● Your task: From the records below, pull each line that has "canvas".
Segment Start: Excerpted data
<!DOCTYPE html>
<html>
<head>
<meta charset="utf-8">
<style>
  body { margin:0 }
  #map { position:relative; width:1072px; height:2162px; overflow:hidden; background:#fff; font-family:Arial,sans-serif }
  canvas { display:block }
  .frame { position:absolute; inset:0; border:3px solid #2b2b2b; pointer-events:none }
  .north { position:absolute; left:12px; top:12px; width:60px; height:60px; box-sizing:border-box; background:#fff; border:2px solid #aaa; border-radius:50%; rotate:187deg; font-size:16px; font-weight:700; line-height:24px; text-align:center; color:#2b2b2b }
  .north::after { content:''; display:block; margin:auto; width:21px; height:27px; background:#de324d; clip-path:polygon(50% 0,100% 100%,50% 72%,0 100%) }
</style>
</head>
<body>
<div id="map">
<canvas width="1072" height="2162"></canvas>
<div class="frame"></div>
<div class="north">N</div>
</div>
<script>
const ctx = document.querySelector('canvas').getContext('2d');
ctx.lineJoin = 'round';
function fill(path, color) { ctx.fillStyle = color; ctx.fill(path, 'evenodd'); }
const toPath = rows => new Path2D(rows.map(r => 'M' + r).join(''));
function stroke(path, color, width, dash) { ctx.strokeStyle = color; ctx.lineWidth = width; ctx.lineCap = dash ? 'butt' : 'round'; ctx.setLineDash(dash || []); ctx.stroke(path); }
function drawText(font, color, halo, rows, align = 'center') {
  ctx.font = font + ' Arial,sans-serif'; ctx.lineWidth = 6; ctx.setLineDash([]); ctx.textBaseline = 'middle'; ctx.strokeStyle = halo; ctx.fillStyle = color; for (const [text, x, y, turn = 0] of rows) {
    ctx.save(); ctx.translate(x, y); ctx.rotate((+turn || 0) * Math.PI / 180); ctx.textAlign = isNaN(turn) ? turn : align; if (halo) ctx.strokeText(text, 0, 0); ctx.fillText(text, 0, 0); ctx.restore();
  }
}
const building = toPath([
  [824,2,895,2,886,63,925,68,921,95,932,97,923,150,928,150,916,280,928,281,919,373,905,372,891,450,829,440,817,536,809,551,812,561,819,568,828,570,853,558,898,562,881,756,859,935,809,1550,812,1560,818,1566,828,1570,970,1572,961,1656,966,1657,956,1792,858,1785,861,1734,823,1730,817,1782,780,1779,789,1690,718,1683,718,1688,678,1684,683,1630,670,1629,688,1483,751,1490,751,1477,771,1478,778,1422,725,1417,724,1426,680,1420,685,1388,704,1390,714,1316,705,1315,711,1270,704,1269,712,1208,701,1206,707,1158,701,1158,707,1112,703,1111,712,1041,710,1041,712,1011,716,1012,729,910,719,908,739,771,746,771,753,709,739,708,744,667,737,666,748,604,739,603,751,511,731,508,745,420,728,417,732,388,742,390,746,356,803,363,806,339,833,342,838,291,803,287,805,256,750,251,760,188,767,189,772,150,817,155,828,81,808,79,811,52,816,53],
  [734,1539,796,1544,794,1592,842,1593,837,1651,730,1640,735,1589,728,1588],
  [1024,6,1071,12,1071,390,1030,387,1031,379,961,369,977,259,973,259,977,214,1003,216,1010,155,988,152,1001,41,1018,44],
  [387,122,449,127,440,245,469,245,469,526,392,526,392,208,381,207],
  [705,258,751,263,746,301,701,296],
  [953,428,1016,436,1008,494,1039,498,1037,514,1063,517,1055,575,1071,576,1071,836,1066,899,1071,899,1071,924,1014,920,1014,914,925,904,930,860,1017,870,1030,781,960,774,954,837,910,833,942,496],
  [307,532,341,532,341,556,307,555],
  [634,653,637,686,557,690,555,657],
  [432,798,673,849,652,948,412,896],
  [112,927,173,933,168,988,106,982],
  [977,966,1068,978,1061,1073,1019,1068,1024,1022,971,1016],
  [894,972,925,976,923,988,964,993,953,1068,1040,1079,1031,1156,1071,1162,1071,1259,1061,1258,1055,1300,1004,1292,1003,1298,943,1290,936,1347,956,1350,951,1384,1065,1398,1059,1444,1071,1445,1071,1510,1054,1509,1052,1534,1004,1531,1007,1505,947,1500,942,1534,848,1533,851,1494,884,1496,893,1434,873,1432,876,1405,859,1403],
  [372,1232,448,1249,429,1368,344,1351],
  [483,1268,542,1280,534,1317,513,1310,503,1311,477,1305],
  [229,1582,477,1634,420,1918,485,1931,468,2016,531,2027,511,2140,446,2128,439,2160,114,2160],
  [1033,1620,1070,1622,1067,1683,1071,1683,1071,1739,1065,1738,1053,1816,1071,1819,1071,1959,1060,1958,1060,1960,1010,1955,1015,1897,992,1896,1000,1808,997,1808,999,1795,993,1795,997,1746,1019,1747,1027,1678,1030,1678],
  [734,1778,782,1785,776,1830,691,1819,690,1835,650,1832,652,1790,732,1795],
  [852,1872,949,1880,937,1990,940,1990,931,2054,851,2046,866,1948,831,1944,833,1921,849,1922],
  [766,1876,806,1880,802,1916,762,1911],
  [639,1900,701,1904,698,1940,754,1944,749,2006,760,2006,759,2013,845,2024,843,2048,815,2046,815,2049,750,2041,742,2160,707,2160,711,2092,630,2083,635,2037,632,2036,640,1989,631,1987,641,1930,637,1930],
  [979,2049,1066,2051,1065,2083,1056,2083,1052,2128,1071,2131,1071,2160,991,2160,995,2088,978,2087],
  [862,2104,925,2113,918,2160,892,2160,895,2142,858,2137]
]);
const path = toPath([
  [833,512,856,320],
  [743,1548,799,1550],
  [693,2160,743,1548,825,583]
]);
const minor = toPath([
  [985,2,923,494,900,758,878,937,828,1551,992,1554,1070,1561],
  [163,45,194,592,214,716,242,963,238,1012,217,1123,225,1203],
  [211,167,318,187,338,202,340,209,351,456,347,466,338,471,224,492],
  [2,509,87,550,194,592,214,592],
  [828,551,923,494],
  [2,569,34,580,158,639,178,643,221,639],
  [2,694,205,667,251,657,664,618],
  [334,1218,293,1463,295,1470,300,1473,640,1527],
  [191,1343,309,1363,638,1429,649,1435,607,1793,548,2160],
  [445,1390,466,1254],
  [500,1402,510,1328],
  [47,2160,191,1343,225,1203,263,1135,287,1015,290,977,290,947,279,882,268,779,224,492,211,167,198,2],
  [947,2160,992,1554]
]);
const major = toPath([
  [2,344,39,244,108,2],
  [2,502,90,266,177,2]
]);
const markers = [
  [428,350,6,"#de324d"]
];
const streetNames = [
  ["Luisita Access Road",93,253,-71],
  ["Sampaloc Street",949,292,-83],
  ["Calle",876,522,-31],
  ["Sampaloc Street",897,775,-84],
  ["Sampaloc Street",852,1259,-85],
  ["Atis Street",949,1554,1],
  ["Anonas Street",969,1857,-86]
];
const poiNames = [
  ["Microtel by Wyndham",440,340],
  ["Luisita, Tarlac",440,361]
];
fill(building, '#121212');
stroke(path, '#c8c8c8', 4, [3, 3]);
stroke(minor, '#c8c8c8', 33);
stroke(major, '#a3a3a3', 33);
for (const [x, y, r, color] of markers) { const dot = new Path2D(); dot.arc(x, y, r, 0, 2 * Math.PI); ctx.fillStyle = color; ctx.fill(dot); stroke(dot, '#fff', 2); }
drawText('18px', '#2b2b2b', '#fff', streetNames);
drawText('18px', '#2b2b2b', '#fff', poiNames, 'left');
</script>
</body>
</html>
Segment End: Excerpted data
● Response for this exercise:
  canvas { display:block }
<canvas width="1072" height="2162"></canvas>
const ctx = document.querySelector('canvas').getContext('2d');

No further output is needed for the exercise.